Gen. Ashfaq Kayani, the head of Pakistan’s powerful army, visited prime minister-elect Nawaz Sharif on Saturday to show support for stronger democracy and greater stability (Post). The meeting, described as informal and cordial, lasted for more than three hours and was a remarkable first in a country with a long history of military coups. Former president Gen. Pervez Musharraf was granted bail on Sunday in the Benazir Bhutto murder case and the Supreme Court adjourned its hearing in the treason case against him until Wednesday (Dawn, ET, Reuters). Musharraf will have to pay two bonds worth one million rupees each, and while the bail does not grant his automatic release, some believe it "certainly paves the way for his exit" (AJ).
Unidentified gunmen opened fire on a group of health workers administering polio vaccinations in the Bajaur tribal district on Monday, killing a paramilitary soldier who was escorting the team (NYT).

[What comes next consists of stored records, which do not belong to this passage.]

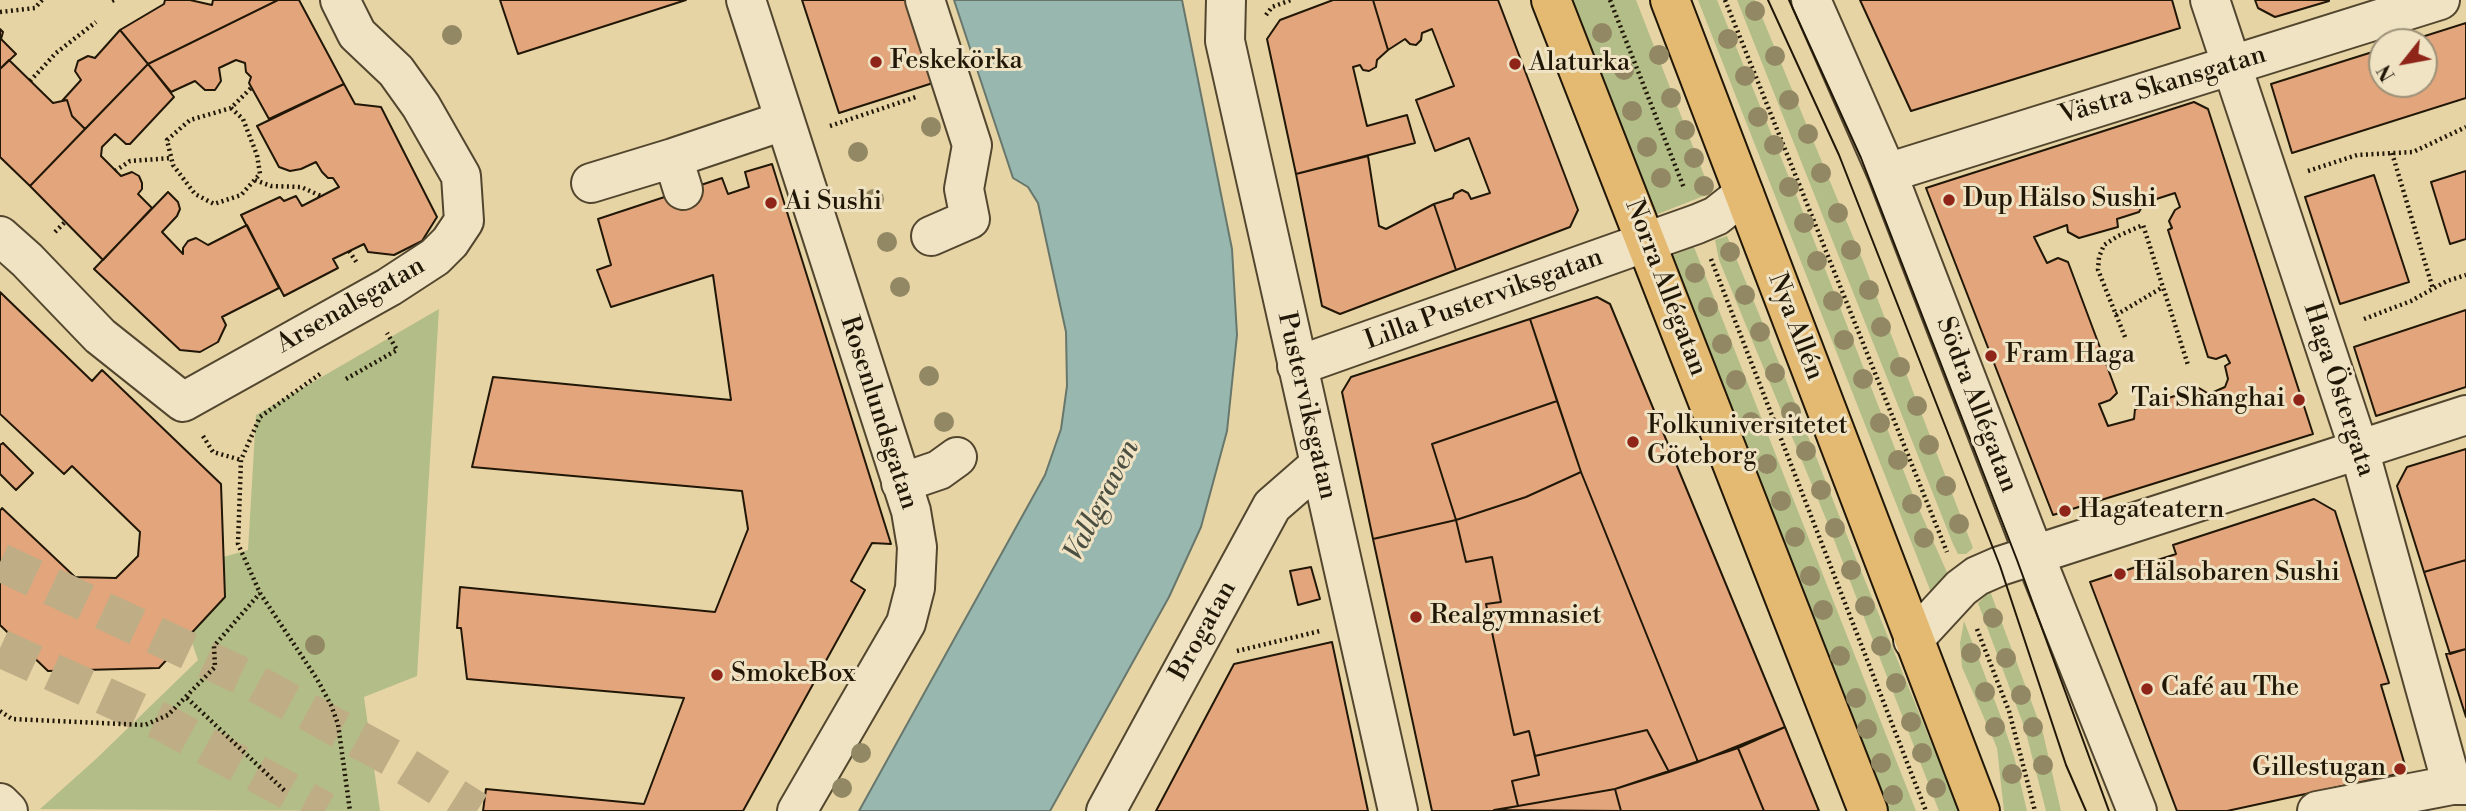 <!DOCTYPE html>
<meta charset="utf-8">
<style>
body{margin:0}
#map{position:relative;width:2466px;height:811px;overflow:hidden;background:#e7d4a5;font-family:"Libre Bodoni",serif}
canvas{display:block}
.north{position:absolute;left:2368px;top:28px;width:70px;height:70px;box-sizing:border-box;background:#efe3c4;border:2px solid #9d9178;border-radius:50%;rotate:239deg;font-size:19px;font-weight:700;line-height:28px;text-align:center;color:#211707}
.north::after{content:'';display:block;margin:auto;width:24px;height:32px;background:#8f2418;clip-path:polygon(50% 0,100% 100%,50% 72%,0 100%)}
</style>
<div id="map">
<canvas width="2466" height="811"></canvas>
<div class="north">N</div>
</div>
<script>
const ctx = document.querySelector('canvas').getContext('2d');
ctx.lineJoin = 'round';
function paint(path, color) {
  ctx.fillStyle = color;
  ctx.fill(path, 'evenodd');
}
function shape(rows) {
  const path = new Path2D();
  for (const r of rows) {
    path.moveTo(r[0], r[1]);
    for (let i = 2; i < r.length; i += 2) path.lineTo(r[i], r[i + 1]);
  }
  return path;
}
function stroke(path, color, width, dash) {
  ctx.strokeStyle = color;
  ctx.lineWidth = width;
  ctx.lineCap = dash ? 'butt' : 'round';
  ctx.setLineDash(dash || []);
  ctx.stroke(path);
}
function label(font, color, halo, rows, align = 'center') {
  ctx.font = font + ' "Libre Bodoni",serif';
  ctx.lineWidth = 6;
  ctx.setLineDash([]);
  ctx.textBaseline = 'middle';
  ctx.strokeStyle = halo;
  ctx.fillStyle = color;
  for (const [text, x, y, turn = 0] of rows) {
    ctx.save();
    ctx.translate(x, y);
    ctx.rotate((+turn || 0) * Math.PI / 180);
    ctx.textAlign = isNaN(turn) ? turn : align;
    if (halo) ctx.strokeText(text, 0, 0);
    ctx.fillText(text, 0, 0);
    ctx.restore();
  }
}
paint(shape([
 [1571,0,1636,0,1711,193,1653,216],
 [1698,0,1717,0,1799,202,1915,500,1949,577,1934,600],
 [1737,0,1755,0,1805,121,1863,261,1973,548,1966,554,1958,554,1953,544],
 [1727,236,1782,370,1855,556,1959,811,1939,811,1826,519,1719,260,1715,240],
 [1694,247,1916,811,1886,811,1669,257],
 [439,309,417,676,364,697,380,811,40,809,96,759,198,660,188,631,220,558,248,550,256,415],
 [1990,591,2043,733,2061,811,2046,811,2025,729,1978,603],
 [1964,621,2001,717,2014,756,2027,811,2004,811,1997,748,1962,667,1960,643]
]), '#b3bd88');
const water = shape([
 [954,0,1182,0,1232,249,1237,335,1227,431,1201,527,1169,597,1050,811,859,811,1045,475,1061,429,1067,386,1066,332,1038,203,1028,187,1013,178,954,0]
]);
paint(water, '#98b7af');
stroke(water, '#68776c', 2);
const building = shape([
 [165,0,190,0,212,5,213,0,278,0,148,64,120,30,164,4,165,0],
 [278,0,299,0,344,84,269,119,249,83,251,77,246,72,245,63,236,60,219,68,221,81,215,90,205,90,195,81,171,92,148,64,278,0],
 [500,0,686,0,518,54,500,0],
 [802,0,910,0,936,82,839,113,802,0],
 [1333,0,1373,0,1388,50,1377,60,1376,67,1369,71,1363,70,1360,65,1353,67,1367,126,1407,115,1415,143,1296,174,1267,39,1280,20,1333,0],
 [1373,0,1498,0,1578,210,1570,227,1456,270,1434,204,1453,198,1454,194,1462,190,1468,193,1471,199,1490,193,1469,138,1435,151,1416,100,1454,86,1432,29,1422,33,1421,40,1416,45,1410,44,1405,39,1388,50,1373,0],
 [1860,0,2172,0,2180,28,1911,111,1860,0],
 [2255,0,2329,0,2329,1,2275,17,2258,8,2255,0],
 [2466,23,2466,98,2292,153,2271,84,2382,49,2382,84,2424,84,2424,42,2406,42,2466,23],
 [0,29,3,32,1,39,16,54,0,69,0,29],
 [120,30,148,64,85,129,72,116,67,100,62,101,81,80,75,71,78,61,88,56,95,58,120,30],
 [9,60,53,103,67,100,72,116,85,129,30,186,0,157,0,69,9,60],
 [148,64,174,97,130,144,126,144,115,134,102,147,101,156,121,176,132,172,139,176,142,183,142,189,138,194,152,208,103,260,30,186,148,64],
 [344,84,355,104,381,107,437,217,422,241,394,255,368,252,364,244,333,259,338,268,284,296,241,215,280,197,284,201,296,196,302,206,339,187,333,178,328,178,322,172,316,162,301,169,290,171,279,167,257,126,344,84],
 [2194,102,2208,109,2313,434,2053,515,1926,188,2194,102],
 [2175,193,2180,207,2175,210,2169,221,2172,228,2168,230,2208,357,2216,359,2226,355,2230,363,2225,366,2228,379,2225,387,2209,394,2199,388,2135,409,2134,419,2108,426,2099,404,2110,400,2117,393,2068,262,2058,258,2047,263,2034,237,2067,225,2068,232,2079,238,2118,227,2117,219,2139,212,2144,203,2175,193],
 [1368,156,1379,226,1386,229,1434,204,1456,270,1340,314,1322,306,1296,174,1368,156],
 [772,164,891,544,872,543,851,581,865,590,743,811,483,811,486,789,644,804,684,698,467,679,461,628,457,628,460,587,715,612,748,529,742,491,472,467,493,377,731,400,713,275,611,307,597,270,611,265,598,219,722,178,728,194,749,187,745,172,772,164],
 [2466,171,2466,239,2450,244,2431,182,2466,171],
 [2374,175,2409,282,2340,304,2305,197,2374,175],
 [168,192,178,202,180,209,177,216,162,232,183,254,183,248,188,241,196,238,208,245,247,225,279,288,222,317,226,325,218,342,200,352,180,350,94,269,168,192],
 [0,292,92,381,102,370,221,484,225,597,159,668,48,671,0,625,0,511,2,508,75,577,116,578,138,556,140,532,72,466,64,474,0,414,0,292],
 [1597,297,1610,304,1785,727,1698,762,1581,472,1530,319,1597,297],
 [2466,310,2466,387,2376,416,2354,347,2466,310],
 [1530,319,1557,401,1432,444,1456,520,1373,539,1342,392,1351,377,1530,319],
 [1557,401,1581,472,1526,497,1456,520,1432,444,1557,401],
 [3,443,33,473,16,490,0,474,0,445,3,443],
 [2466,449,2466,560,2424,572,2397,486,2407,467,2466,449],
 [1581,472,1698,762,1669,772,1647,730,1535,756,1529,731,1514,735,1486,604,1501,602,1492,557,1466,562,1456,520,1526,497,1581,472],
 [2314,499,2335,511,2389,683,2381,685,2407,772,2227,811,2177,811,2090,582,2176,554,2173,545,2314,499],
 [1456,520,1466,562,1492,557,1501,602,1486,604,1514,735,1529,731,1539,775,1512,781,1518,806,1491,811,1432,811,1373,539,1456,520],
 [2466,560,2466,649,2450,654,2424,572,2466,560],
 [1311,567,1320,599,1298,605,1290,571,1311,567],
 [1332,642,1368,811,1156,811,1234,664,1332,642],
 [2466,649,2466,717,2446,654,2466,649],
 [1785,727,1819,811,1764,811,1738,748,1785,727],
 [1647,730,1669,772,1615,789,1518,806,1512,781,1539,775,1535,756,1647,730],
 [1738,748,1764,811,1621,811,1615,789,1738,748],
 [1615,789,1621,811,1494,810,1518,806,1615,789]
]);
paint(building, '#e2a57c');
stroke(building, '#211707', 2);
stroke(shape([
 [0,562,242,676,396,760,477,811],
 [0,648,164,723,325,811]
]), '#bfae85', 38, [38, 19]);
const minor = shape([
 [746,0,911,511,917,547,915,588,906,623,797,811],
 [925,0,972,145,964,189,970,219,931,236],
 [1226,0,1225,41,1398,811],
 [1811,0,1887,173,2034,554,2137,811],
 [2210,0,2359,449,2452,785],
 [673,158,683,190],
 [1887,173,2440,0],
 [591,183,673,158,783,121],
 [0,236,27,260,100,336,183,402,389,287,435,257,450,242,464,221,461,176,421,106,396,71,357,34,340,0],
 [1297,366,1697,224,1716,216,1744,194],
 [901,483,939,470,957,457],
 [1913,640,1961,588,1977,576,2000,566,2466,415],
 [0,803,8,811],
 [1106,811,1272,506,1319,465],
 [2317,811,2452,785,2466,785]
]);
const major = shape([
 [1551,0,1868,811],
 [1670,0,1980,811]
]);
stroke(minor, '#52462e', 42);
stroke(major, '#211707', 42);
stroke(shape([
 [1610,0,1684,188],
 [1725,0,1947,552],
 [112,1,114,0],
 [0,12,35,8,42,0],
 [1266,15,1272,7,1291,0],
 [30,81,56,53,96,22],
 [231,108,243,119,257,155,260,174,241,195,214,204,195,194,173,165,167,140,190,120,231,108,252,87],
 [830,126,916,97],
 [2392,153,2433,289],
 [115,171,130,161,172,158],
 [2308,171,2357,155,2413,152,2466,127],
 [255,180,271,186,301,187,321,196],
 [55,232,65,222],
 [349,251,357,263],
 [1711,259,1926,811],
 [2116,315,2163,287],
 [2364,319,2411,301,2447,281,2466,275],
 [2125,337,2098,270,2099,257,2104,245,2118,236,2143,225,2188,365],
 [320,374,260,417,241,460,238,544,260,593,317,679,331,705,338,724,350,811],
 [346,379,397,350,387,333],
 [203,436,213,452,241,460],
 [1977,629,2009,711,2035,811],
 [1237,651,1320,631],
 [187,698,286,792],
 [0,711,12,719,145,725,168,715,215,667,214,646,260,593]
]), '#211707', 4.5, [2, 3.5]);
stroke(minor, '#efe3c4', 38);
stroke(major, '#e4ba72', 38);
stroke(shape([
 [1768,0,1839,155,2000,566,2066,765,2086,811],
 [1789,0,1861,158,2017,560,2109,811]
]), '#211707', 2);
ctx.fillStyle = '#928864';
for (const [x, y] of [
 [1755,11],
 [1602,33],
 [452,35],
 [1728,39],
 [1659,55],
 [1775,56],
 [1624,70],
 [1745,76],
 [1671,98],
 [1789,100],
 [1632,111],
 [1758,117],
 [931,127],
 [1685,130],
 [1808,134],
 [1774,145],
 [1647,147],
 [858,152],
 [1694,158],
 [1821,173],
 [1661,178],
 [1704,186],
 [1789,187],
 [874,199],
 [1838,213],
 [1804,223],
 [887,242],
 [1851,250],
 [1730,252],
 [1817,261],
 [1695,273],
 [900,287],
 [1869,290],
 [1745,295],
 [1833,301],
 [1708,307],
 [1881,327],
 [1760,332],
 [1844,340],
 [1722,344],
 [1900,367],
 [1775,373],
 [929,376],
 [1863,379],
 [1736,380],
 [1917,406],
 [1791,412],
 [944,422],
 [1751,422],
 [1880,423],
 [1929,445],
 [1806,451],
 [1898,460],
 [1767,464],
 [1946,486],
 [1821,490],
 [1781,501],
 [1912,504],
 [1959,524],
 [1835,528],
 [1795,537],
 [1924,538],
 [1851,570],
 [1810,576],
 [1865,606],
 [1823,610],
 [1993,618],
 [315,645],
 [1881,646],
 [1971,653],
 [1840,656],
 [2006,658],
 [1896,683],
 [1985,692],
 [2021,695],
 [1856,698],
 [1911,722],
 [1995,727],
 [2033,727],
 [1867,729],
 [861,753],
 [1922,753],
 [1881,763],
 [2043,765],
 [2012,774],
 [842,788],
 [1936,788],
 [1893,795]
]) {
  ctx.beginPath();
  ctx.arc(x, y, 10, 0, 2 * Math.PI);
  ctx.fill();
}
for (const [x, y, r, color] of [
 [876,62,7,"#8f2418"],
 [1515,64,7,"#8f2418"],
 [1949,200,7,"#8f2418"],
 [771,203,7,"#8f2418"],
 [1991,356,7,"#8f2418"],
 [2299,400,7,"#8f2418"],
 [1633,442,7,"#8f2418"],
 [2065,511,7,"#8f2418"],
 [2120,574,7,"#8f2418"],
 [1416,617,7,"#8f2418"],
 [717,675,7,"#8f2418"],
 [2147,689,7,"#8f2418"],
 [2400,769,7,"#8f2418"]
]) {
  const dot = new Path2D();
  dot.arc(x, y, r, 0, 2 * Math.PI);
  ctx.fillStyle = color;
  ctx.fill(dot);
  stroke(dot, '#efe3c4', 2.5);
}
label('26px', '#211707', '#efe3c4', [
 ["Feskekörka",890,62],
 ["Alaturka",1529,64],
 ["Dup Hälso Sushi",1963,200],
 ["Ai Sushi",785,203],
 ["Fram Haga",2005,356],
 ["Tai Shanghai",2285,400,"right"],
 ["Folkuniversitetet",1647,427],
 ["Göteborg",1647,457],
 ["Hagateatern",2079,511],
 ["Hälsobaren Sushi",2134,574],
 ["Realgymnasiet",1430,617],
 ["SmokeBox",731,675],
 ["Café au The",2161,689],
 ["Gillestugan",2386,769,"right"]
], 'left');
label('26px', '#211707', '#efe3c4', [
 ["Västra Skansgatan",2163,86,-17],
 ["Norra Allégatan",1665,288,69],
 ["Lilla Pusterviksgatan",1484,300,-20],
 ["Arsenalsgatan",351,306,-30],
 ["Nya Allén",1795,327,69],
 ["Haga Östergata",2338,390,72],
 ["Södra Allégatan",1976,405,69],
 ["Pusterviksgatan",1306,406,77],
 ["Rosenlundsgatan",878,413,72],
 ["Brogatan",1204,631,-61]
]);
label('italic 28px', '#4b4f42', '#efe3c4', [
 ["Vallgraven",1103,501,-63]
]);
</script>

Once again, no group claimed responsibility for the attack, but the Pakistani Taliban have declared the vaccination program "un-
Islamic" and have carried out attacks on polio workers in the past.
Declan Walsh, the former New York Times bureau chief in Islamabad who was expelled by Pakistan’s Interior Ministry on May 10, published a must-read article this weekend on Pakistan’s decaying railway as a symbol of the country’s decline and a symptom of its deep-seated problems (NYT).
President Barack Obama will reportedly give a speech at the National Defense University this Thursday on U.S. counterterrorism strategy, including the legality of the CIA drone program, which has come under increasing fire this year (AP).
New heights
Samina Baig, a 21-year-old mountaineer from the Shimsal valley of Hunza, became the first Pakistani woman to scale Mount Everest on Sunday (Dawn). To the surprise of many, she joined twin sisters, also 21 years old, from India to make the climb to the summit, which she completed at 7:30 am on May 19.